ENTRIES SHOWN START

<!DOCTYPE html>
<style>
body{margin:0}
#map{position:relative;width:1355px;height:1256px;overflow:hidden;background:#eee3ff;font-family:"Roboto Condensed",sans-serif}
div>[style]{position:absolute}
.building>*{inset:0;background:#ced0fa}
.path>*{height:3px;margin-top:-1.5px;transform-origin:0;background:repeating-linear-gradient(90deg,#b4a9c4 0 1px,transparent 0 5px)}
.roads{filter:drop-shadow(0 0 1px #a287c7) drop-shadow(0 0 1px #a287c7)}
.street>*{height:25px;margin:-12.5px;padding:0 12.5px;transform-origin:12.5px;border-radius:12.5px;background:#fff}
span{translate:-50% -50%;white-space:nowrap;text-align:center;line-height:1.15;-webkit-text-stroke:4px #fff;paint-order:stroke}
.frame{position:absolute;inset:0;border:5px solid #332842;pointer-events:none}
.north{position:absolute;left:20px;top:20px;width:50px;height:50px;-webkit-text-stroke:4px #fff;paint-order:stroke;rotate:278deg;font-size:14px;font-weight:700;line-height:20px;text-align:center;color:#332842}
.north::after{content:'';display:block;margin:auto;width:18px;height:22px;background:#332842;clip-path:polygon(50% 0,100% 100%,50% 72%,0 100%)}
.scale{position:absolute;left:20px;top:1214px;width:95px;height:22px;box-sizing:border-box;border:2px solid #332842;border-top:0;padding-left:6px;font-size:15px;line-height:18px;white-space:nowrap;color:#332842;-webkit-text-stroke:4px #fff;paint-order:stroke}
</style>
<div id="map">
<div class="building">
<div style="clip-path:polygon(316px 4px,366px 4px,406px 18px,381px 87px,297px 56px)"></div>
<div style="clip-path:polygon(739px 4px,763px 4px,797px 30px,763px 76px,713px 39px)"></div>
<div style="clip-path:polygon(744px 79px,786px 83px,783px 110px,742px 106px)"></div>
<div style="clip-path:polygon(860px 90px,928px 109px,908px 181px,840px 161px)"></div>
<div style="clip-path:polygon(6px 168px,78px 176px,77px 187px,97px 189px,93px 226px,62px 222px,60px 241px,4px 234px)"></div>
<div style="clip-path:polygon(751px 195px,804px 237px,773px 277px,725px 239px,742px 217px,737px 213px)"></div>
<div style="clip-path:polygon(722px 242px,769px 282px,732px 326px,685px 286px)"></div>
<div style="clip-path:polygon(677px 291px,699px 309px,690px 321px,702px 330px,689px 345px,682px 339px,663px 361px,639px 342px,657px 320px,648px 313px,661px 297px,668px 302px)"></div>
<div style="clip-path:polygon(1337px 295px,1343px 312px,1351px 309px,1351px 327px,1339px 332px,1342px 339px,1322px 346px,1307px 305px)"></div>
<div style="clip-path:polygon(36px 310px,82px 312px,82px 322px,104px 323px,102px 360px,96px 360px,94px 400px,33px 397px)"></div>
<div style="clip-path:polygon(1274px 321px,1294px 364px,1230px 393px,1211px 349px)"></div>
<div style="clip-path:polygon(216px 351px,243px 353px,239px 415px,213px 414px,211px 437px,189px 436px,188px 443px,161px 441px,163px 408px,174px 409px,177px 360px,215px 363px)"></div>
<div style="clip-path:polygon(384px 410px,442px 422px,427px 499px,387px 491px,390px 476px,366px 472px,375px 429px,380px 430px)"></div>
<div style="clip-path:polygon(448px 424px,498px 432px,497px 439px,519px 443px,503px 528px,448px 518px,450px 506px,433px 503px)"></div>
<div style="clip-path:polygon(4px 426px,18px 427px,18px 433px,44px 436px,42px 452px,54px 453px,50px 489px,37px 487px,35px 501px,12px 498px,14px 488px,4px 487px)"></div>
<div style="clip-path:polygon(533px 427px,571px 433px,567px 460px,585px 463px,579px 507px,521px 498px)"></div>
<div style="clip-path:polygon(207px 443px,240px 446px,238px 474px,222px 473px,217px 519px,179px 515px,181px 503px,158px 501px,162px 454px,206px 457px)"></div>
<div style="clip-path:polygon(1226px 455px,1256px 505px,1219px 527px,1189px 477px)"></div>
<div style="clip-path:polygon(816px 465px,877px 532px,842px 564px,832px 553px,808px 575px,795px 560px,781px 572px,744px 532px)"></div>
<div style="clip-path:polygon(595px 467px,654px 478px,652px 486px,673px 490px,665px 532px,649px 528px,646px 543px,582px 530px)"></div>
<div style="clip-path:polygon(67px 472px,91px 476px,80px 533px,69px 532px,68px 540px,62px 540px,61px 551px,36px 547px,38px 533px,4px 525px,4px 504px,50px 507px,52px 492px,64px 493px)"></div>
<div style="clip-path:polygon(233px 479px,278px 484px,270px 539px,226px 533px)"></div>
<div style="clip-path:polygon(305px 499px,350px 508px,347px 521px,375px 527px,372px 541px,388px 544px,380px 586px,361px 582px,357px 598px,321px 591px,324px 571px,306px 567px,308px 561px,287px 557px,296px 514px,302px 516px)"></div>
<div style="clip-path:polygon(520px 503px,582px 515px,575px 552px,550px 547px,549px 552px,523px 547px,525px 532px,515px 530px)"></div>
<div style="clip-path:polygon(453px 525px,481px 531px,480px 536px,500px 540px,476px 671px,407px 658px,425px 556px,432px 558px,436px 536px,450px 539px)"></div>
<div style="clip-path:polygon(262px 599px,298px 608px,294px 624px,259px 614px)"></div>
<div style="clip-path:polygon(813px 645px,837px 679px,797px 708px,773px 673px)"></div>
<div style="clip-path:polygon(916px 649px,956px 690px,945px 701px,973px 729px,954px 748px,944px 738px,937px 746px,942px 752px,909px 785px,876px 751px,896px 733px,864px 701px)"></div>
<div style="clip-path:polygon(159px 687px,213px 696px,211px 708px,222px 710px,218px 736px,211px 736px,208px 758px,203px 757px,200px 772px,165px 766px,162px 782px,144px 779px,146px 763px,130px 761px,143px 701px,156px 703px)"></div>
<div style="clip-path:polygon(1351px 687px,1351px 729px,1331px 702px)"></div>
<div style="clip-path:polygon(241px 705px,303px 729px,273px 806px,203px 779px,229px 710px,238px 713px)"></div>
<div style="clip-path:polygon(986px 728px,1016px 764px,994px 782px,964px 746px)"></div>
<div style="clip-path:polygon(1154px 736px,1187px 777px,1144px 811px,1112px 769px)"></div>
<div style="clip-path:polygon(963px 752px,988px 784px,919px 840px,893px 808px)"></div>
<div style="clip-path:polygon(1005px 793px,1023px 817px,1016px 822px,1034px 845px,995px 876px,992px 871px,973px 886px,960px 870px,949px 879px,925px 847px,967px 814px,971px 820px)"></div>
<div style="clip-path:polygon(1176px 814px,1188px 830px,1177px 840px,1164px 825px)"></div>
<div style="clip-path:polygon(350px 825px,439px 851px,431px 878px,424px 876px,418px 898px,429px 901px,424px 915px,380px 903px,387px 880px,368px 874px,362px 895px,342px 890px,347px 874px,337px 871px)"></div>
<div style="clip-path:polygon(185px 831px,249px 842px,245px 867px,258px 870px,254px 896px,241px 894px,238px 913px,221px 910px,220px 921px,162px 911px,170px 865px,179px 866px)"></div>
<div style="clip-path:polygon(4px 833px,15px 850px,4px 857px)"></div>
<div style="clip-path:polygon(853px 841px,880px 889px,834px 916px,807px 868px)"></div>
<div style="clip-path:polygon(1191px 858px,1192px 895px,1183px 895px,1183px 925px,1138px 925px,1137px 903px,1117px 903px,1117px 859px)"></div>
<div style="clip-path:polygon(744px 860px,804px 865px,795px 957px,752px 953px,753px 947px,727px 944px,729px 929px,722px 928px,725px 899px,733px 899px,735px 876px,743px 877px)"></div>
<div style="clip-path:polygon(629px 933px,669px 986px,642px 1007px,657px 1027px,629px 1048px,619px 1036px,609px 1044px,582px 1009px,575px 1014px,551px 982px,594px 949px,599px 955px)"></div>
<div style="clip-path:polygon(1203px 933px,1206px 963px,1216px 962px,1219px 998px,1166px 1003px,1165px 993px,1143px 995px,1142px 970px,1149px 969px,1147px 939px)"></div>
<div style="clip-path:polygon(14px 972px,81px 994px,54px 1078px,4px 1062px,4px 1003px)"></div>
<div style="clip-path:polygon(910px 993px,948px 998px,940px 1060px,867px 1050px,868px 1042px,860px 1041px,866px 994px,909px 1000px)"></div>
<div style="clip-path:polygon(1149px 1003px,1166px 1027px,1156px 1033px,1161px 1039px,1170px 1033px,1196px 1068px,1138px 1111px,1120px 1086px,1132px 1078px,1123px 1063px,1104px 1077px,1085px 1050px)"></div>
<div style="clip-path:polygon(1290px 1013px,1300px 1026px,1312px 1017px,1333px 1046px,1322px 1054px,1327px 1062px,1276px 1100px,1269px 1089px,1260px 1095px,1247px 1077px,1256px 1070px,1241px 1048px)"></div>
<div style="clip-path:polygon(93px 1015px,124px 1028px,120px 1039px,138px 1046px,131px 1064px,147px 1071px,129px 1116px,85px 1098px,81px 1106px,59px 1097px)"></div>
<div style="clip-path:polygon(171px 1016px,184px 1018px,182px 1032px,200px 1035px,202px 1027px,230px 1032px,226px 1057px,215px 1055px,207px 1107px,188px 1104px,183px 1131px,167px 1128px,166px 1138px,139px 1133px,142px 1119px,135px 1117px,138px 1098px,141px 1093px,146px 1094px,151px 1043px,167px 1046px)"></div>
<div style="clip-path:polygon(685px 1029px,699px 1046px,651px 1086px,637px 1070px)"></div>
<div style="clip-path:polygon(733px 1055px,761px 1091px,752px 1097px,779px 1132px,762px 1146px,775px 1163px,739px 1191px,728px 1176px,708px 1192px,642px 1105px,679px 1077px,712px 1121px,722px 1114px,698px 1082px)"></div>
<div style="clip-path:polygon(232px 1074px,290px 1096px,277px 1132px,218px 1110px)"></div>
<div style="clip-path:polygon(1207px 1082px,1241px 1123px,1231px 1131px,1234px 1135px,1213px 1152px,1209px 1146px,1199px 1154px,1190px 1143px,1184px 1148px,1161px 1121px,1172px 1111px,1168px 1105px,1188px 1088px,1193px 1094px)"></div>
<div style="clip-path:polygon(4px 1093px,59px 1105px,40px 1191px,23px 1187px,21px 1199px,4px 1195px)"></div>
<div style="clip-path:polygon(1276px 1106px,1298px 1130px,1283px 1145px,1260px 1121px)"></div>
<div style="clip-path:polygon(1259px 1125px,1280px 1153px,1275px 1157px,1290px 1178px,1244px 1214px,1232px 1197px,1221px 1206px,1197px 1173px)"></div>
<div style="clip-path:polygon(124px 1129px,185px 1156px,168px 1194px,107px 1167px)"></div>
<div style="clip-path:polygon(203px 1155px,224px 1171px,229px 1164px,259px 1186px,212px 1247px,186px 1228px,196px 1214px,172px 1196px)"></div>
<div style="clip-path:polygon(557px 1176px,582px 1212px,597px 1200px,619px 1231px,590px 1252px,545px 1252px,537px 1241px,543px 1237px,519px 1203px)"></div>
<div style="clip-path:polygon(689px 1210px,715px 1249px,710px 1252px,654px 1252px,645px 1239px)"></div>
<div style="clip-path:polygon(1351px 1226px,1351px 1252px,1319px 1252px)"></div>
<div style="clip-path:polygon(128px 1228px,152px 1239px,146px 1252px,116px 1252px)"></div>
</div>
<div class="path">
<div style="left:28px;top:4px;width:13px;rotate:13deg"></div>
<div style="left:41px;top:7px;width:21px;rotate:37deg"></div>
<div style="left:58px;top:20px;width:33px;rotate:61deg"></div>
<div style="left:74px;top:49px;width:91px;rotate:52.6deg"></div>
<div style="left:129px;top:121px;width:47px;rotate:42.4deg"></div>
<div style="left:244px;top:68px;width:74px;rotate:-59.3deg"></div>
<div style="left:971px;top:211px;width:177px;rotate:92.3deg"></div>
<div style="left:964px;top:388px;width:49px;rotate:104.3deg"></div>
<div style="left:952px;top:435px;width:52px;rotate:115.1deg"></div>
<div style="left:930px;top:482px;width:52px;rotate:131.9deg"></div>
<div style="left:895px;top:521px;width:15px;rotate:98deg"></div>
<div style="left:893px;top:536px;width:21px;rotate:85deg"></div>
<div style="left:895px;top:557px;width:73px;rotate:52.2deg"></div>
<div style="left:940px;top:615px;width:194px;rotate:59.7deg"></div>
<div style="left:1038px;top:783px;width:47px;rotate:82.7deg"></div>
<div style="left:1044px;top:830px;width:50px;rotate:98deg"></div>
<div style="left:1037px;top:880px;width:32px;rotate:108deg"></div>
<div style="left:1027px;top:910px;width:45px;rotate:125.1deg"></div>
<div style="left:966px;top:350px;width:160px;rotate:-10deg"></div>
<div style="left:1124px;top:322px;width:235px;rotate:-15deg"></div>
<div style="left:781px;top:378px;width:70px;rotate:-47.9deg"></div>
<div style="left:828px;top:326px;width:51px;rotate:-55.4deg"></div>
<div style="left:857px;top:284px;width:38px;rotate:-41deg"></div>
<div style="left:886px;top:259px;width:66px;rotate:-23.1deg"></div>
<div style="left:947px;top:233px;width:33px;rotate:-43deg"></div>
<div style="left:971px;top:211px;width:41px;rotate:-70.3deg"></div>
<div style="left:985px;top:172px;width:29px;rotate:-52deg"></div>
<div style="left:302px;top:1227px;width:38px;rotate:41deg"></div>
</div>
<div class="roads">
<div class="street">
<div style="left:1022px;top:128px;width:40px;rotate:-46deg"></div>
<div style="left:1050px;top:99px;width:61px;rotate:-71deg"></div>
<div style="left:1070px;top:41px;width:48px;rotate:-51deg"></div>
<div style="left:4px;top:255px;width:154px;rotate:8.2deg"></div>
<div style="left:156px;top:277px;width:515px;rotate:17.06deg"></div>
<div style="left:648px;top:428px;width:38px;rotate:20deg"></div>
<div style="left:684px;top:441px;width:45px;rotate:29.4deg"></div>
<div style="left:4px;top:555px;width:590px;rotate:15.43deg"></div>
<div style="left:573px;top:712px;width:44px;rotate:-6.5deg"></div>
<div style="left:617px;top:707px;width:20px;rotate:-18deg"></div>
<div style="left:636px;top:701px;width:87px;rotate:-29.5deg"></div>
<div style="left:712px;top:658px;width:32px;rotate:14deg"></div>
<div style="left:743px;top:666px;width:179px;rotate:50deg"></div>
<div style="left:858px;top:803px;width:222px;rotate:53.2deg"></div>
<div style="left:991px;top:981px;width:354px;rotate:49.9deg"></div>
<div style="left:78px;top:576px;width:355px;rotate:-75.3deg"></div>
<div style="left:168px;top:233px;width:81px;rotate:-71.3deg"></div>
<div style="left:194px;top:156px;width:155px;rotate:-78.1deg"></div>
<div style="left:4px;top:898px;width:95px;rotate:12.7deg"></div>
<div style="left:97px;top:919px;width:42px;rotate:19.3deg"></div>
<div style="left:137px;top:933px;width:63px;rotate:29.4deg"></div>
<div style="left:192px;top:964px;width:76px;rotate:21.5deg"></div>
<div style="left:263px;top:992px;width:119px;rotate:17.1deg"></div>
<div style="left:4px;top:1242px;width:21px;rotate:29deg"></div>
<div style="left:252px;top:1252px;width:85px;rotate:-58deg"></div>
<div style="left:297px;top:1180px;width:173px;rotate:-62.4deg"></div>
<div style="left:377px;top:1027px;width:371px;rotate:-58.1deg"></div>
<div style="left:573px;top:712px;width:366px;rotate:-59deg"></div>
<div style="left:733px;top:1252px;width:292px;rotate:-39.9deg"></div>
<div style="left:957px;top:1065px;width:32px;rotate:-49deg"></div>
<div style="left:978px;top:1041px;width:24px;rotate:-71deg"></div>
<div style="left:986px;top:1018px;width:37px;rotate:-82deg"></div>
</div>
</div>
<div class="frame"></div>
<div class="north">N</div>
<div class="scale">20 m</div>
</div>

ENTRIES SHOWN END

TASK GOAL:
Your answer should consist of copies of the lines above that include the string "building".

ANSWER AREA:
.building>*{inset:0;background:#ced0fa}
<div class="building">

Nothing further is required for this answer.